In August, 1912, the swampy woods near Lake Swayze in Louisiana rang with desperate cries of “Bobby!  Bobby!”  Hundreds of men searched for the little four-year-old boy who was missing from the fishing camp.  They dredged and dynamited the lake; they cut open big alligators; they searched for miles but the only traces of the missing boy were tiny footprints that mysteriously ended at the railroad tracks that cut through the woods.  Could Bobby have been kidnapped?

After eight months of agony and many false leads, word came from Mississippi that a boy, one strongly resembling Bobby both in description and in the circulated photos, had been found in the care of a tinker.  His jubilant parents rushed to Mississippi and, after some initial hesitation, declared that this little boy was indeed the missing Bobby Dunbar.
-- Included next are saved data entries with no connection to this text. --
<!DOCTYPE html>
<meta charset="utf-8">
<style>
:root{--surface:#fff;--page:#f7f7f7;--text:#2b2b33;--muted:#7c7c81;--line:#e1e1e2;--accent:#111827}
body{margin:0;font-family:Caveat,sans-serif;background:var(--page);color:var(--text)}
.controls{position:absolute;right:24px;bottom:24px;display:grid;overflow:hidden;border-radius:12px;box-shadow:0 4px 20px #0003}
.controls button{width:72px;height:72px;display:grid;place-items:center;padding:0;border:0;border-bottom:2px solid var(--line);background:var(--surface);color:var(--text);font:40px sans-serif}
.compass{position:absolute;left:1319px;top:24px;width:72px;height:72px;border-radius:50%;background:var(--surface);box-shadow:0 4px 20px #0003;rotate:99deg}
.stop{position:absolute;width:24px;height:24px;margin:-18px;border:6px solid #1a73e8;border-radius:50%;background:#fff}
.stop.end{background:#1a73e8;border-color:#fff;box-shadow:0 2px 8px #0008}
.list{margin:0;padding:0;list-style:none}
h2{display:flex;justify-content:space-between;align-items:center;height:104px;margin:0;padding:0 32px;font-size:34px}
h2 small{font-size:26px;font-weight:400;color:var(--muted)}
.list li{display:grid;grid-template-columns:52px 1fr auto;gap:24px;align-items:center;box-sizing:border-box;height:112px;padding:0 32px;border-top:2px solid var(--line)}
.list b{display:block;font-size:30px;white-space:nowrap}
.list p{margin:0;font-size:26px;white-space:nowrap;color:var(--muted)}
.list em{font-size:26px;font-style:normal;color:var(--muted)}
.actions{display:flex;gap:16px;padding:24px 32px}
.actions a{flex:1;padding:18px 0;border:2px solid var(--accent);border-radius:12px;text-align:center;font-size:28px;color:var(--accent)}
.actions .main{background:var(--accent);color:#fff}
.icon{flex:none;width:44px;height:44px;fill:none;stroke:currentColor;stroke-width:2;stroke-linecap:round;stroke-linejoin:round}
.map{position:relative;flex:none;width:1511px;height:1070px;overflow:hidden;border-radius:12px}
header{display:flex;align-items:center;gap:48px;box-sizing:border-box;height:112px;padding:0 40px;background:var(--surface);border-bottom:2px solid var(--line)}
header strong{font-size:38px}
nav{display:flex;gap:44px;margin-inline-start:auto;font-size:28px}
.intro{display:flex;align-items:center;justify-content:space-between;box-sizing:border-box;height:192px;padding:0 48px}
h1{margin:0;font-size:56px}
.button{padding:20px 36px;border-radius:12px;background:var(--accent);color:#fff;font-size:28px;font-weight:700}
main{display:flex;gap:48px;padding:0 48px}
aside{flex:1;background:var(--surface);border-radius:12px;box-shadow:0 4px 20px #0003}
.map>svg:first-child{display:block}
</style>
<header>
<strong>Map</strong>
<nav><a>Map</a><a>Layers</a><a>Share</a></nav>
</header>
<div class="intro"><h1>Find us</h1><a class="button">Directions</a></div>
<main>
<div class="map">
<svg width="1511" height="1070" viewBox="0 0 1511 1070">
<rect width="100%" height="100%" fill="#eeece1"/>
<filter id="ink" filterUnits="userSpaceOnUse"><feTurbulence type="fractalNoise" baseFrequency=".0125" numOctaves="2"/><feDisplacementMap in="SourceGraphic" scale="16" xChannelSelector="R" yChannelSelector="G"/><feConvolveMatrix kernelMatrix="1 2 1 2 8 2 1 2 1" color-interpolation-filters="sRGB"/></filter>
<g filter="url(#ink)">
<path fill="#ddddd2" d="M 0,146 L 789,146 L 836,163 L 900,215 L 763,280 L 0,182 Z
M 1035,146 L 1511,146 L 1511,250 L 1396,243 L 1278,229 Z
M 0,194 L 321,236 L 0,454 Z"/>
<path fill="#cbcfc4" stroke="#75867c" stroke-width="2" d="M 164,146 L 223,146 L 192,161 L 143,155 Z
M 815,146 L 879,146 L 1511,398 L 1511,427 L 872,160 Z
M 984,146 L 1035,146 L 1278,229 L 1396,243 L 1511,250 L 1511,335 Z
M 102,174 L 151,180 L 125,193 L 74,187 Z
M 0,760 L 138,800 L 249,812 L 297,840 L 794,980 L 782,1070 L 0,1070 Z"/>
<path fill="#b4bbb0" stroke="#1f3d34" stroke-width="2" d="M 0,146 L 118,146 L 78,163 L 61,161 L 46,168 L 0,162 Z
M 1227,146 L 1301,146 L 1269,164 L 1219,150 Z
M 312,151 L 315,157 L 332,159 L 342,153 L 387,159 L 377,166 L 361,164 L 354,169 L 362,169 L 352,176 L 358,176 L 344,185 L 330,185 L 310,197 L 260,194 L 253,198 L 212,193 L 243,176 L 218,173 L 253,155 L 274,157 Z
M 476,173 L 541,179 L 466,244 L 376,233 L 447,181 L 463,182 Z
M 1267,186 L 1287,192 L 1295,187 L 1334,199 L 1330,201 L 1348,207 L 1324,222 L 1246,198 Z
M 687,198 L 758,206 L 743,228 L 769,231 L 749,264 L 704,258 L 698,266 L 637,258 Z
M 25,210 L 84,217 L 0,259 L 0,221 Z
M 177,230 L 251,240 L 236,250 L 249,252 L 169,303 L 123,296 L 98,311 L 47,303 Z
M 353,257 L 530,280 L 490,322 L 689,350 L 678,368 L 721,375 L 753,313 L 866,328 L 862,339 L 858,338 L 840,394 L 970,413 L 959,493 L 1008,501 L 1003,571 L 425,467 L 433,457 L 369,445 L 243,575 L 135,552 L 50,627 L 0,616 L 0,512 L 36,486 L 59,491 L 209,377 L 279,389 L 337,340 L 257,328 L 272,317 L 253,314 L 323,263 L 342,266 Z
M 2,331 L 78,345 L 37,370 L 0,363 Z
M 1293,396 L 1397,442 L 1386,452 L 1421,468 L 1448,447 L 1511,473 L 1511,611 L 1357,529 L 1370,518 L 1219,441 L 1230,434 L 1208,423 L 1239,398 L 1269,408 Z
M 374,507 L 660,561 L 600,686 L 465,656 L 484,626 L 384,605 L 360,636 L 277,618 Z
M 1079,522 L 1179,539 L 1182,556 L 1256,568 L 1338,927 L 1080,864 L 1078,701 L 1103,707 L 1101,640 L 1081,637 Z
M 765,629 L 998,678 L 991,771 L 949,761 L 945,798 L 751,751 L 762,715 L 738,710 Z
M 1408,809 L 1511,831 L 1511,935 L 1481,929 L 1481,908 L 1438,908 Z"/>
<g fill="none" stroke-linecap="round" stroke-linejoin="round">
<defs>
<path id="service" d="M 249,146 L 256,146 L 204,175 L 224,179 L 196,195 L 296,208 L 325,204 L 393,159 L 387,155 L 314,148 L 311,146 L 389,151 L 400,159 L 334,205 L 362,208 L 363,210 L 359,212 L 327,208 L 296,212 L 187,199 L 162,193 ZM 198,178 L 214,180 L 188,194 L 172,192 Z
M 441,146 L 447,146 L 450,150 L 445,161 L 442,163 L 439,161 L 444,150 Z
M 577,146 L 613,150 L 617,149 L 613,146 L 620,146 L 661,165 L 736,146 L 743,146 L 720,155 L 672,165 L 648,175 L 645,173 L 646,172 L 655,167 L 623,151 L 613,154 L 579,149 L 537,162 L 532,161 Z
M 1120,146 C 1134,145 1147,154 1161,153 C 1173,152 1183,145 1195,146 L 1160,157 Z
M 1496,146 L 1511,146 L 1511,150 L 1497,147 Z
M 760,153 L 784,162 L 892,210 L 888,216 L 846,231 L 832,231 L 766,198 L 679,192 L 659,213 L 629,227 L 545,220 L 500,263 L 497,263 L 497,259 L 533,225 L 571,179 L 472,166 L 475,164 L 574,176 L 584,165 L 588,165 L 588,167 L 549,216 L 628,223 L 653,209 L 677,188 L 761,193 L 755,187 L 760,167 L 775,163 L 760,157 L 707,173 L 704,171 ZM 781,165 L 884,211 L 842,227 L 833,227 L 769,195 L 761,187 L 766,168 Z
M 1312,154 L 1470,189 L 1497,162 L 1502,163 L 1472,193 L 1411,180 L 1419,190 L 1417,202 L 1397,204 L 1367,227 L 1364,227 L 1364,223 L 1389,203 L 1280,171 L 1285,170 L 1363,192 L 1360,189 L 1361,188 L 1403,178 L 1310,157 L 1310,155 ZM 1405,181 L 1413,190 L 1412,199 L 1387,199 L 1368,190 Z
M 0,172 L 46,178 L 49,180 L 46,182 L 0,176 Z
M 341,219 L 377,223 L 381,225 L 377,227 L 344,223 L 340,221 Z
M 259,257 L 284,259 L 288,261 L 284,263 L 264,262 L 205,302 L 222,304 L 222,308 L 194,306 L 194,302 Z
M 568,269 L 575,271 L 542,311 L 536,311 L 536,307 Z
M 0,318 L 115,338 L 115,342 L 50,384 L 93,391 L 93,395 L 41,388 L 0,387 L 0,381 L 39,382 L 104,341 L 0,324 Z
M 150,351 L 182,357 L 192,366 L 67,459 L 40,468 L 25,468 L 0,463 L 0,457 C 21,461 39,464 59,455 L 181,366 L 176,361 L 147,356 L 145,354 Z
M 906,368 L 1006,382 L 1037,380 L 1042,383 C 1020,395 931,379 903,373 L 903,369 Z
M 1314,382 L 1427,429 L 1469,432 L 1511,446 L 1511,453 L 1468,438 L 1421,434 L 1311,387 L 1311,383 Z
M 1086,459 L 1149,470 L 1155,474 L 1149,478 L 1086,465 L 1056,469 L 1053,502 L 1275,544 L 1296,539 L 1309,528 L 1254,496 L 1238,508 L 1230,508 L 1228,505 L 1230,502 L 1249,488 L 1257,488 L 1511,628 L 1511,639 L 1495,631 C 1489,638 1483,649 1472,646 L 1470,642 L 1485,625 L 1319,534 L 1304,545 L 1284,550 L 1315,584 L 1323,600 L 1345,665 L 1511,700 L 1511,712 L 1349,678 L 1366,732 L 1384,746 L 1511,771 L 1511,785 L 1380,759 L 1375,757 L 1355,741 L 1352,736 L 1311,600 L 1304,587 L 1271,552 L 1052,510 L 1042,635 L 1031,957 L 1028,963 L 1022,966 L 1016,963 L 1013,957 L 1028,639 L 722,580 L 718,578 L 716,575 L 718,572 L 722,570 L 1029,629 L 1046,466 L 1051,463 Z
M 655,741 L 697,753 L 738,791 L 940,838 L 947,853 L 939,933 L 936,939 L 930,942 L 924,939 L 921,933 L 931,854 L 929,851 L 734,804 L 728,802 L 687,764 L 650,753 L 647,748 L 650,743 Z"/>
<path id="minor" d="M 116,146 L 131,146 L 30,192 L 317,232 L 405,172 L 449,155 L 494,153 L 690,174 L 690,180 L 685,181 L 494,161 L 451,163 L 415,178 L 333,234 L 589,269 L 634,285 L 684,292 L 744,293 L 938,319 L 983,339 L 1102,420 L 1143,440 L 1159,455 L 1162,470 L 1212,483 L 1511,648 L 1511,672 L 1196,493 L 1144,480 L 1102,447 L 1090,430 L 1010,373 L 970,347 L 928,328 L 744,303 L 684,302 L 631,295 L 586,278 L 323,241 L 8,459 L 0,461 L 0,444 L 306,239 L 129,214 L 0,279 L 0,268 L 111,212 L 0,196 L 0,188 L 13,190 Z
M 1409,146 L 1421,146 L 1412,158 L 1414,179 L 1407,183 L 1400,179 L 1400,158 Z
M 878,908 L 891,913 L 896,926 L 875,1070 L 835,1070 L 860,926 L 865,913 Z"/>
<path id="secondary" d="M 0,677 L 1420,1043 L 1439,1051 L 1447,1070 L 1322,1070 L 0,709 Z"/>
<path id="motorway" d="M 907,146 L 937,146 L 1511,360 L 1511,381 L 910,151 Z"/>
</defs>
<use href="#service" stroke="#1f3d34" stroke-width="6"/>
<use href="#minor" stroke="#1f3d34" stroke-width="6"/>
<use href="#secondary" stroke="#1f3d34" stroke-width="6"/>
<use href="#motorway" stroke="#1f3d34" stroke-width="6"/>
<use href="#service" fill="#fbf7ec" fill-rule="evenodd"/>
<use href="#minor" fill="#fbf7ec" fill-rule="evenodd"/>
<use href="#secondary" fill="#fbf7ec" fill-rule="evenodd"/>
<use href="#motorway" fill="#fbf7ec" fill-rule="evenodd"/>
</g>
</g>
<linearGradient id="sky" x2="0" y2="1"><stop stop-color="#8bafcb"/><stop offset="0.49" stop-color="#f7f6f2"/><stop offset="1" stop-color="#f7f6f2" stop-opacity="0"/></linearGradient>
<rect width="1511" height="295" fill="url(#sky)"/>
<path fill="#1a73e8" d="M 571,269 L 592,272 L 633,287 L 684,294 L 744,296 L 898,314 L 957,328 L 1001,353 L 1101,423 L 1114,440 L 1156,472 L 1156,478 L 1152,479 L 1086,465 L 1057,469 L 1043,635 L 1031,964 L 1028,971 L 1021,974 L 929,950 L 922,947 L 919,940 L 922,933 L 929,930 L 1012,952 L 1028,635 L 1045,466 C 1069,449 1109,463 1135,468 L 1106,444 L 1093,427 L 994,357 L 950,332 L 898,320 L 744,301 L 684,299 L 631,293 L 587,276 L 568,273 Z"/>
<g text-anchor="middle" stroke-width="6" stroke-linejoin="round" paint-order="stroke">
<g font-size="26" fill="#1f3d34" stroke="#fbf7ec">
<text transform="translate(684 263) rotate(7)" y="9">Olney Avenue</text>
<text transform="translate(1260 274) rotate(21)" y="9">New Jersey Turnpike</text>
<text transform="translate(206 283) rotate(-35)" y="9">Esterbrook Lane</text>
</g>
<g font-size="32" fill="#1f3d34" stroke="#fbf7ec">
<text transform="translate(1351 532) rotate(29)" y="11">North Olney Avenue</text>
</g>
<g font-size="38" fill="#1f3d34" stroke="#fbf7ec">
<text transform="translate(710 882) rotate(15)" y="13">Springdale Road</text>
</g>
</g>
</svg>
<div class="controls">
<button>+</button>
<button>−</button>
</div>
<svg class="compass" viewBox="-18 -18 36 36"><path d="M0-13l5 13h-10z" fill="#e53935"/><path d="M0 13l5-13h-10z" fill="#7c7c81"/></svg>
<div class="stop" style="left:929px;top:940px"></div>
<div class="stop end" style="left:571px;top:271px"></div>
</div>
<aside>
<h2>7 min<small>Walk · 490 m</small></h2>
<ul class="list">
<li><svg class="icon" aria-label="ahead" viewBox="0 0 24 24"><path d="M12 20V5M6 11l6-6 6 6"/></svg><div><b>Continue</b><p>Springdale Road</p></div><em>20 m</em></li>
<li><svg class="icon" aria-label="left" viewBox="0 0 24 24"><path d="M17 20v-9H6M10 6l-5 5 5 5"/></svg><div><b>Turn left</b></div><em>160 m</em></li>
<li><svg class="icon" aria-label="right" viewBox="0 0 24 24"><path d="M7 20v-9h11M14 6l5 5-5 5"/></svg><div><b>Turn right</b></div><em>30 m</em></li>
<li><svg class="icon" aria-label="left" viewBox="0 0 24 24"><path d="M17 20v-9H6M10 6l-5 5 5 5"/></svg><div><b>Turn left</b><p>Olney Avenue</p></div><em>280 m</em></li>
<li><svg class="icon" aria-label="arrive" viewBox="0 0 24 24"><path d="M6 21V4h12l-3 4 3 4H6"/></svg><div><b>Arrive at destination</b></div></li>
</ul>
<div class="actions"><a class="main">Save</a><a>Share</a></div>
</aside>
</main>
Ah, but was he?  The tinker, William C. Walters, stated emphatically that the little boy was Bruce Anderson, the son of Julia Anderson, and little Bruce had been in his care long before Bobby Dunbar went missing.  Julia went to Louisiana to see “Bobby Dunbar”, and, after initial hesitation on her part as well, declared that this little boy was her Bruce, not Bobby.

The mystery of the little boy’s identity factored heavily in the trial of William Walters.  In the years before DNA tests, such things as moles, eye shape, identifying scars, and misshapen toes were used as proof of identity.  Again and again, the little boy was stripped and examined, poked and prodded, questioned and coaxed, in an effort to ascertain the truth.  Both sides had numerous witnesses and affidavits to prove their case; both sides had loving mothers eager to lay claim to the boy; the fate of William Walters hinged on whether the jury believed the child to be Bobby Dunbar.

Totally engrossing, A Case for Solomon: Bobby Dunbar and the Kidnapping That Haunted a Nation by Tal McThenia and Margaret Dunbar Cutright, revisits a crime and a question of identity that would takes years to be resolved.